Car nous sentons partout, dans l’air et dans les mots, un soutien, des questionnements, une envie que ça explose.

Nous cherchons un lieu ( ou plusieurs) qui puisse devenir un point de ralliement, un lieu de convergence où tou-te-s les grévistes, du public comme du privé, les précaires, les activistes et les autres pourraient se rencontrer, partager leurs expériences, leurs souffrances, leurs espoirs et repartir avec l’envie de continuer, de pousser plus loin le combat que nous avons commencé.

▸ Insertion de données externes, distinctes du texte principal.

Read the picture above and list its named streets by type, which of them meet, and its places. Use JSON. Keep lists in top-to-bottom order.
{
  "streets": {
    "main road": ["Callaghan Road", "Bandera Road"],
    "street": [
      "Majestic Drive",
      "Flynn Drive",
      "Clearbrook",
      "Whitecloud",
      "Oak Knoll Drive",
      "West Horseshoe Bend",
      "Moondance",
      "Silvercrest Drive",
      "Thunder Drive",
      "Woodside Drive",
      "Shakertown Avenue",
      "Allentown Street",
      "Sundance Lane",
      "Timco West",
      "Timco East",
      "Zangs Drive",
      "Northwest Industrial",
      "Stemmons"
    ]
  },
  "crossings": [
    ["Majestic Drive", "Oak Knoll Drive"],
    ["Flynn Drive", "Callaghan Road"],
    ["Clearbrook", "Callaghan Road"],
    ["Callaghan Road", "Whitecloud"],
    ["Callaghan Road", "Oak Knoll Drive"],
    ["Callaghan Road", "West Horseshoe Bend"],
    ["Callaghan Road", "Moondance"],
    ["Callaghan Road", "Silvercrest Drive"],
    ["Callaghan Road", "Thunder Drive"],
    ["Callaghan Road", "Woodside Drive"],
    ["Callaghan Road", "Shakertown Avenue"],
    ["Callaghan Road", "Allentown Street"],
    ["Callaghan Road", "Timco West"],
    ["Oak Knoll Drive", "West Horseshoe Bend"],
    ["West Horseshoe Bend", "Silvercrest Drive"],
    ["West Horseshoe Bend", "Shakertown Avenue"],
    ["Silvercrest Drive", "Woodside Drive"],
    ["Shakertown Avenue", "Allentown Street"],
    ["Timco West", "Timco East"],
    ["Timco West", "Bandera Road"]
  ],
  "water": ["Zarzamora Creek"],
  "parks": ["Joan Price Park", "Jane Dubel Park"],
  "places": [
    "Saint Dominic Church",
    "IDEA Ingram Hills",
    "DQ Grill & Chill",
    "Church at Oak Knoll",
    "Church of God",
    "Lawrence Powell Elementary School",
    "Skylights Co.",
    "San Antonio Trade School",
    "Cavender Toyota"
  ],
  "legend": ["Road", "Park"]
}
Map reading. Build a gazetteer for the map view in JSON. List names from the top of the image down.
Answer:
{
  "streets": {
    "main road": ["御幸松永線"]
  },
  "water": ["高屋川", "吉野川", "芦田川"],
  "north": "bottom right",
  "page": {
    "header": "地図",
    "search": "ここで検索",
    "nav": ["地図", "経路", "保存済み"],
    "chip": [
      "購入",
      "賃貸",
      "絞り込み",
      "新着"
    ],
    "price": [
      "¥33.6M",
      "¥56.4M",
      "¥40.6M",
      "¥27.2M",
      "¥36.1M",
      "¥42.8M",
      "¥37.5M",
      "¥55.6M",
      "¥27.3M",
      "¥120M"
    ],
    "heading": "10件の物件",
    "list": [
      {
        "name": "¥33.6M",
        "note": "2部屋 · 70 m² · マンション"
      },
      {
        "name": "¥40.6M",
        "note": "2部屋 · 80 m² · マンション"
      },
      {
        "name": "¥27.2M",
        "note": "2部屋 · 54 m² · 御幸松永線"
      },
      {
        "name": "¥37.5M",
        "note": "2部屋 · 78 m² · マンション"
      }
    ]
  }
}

Nous voulons la grève générale, que la machine s’arrête, que la routine soit cassée. Nous voyons déjà les sourires, la joie qui animent celleux qui en veulent à ce monde, celles qui sont déjà en lutte.

Nous nous reconnaissons dans la rue sans nous connaître. Nous ne sommes plus des anonymes.

Nous ne voulons pas de chefs, ni de porte-parole. Celleux qui existent, nous ne les reconnaissons pas. Que certain-e-s s’assoient à la table du gouvernement et illes seront désavoué-e-s. Nous n’avons rien à négocier et tout à prendre. Nous le savons maintenant plus que jamais.

Chirac a été élu contre Le Pen, sa majorité s’est installée grâce à l’abstention de l’électorat de gauche.

Les lois, les décrets, les ordonnances appliquées depuis sont illégitimes, comme les gouvernements qui se sont succédés.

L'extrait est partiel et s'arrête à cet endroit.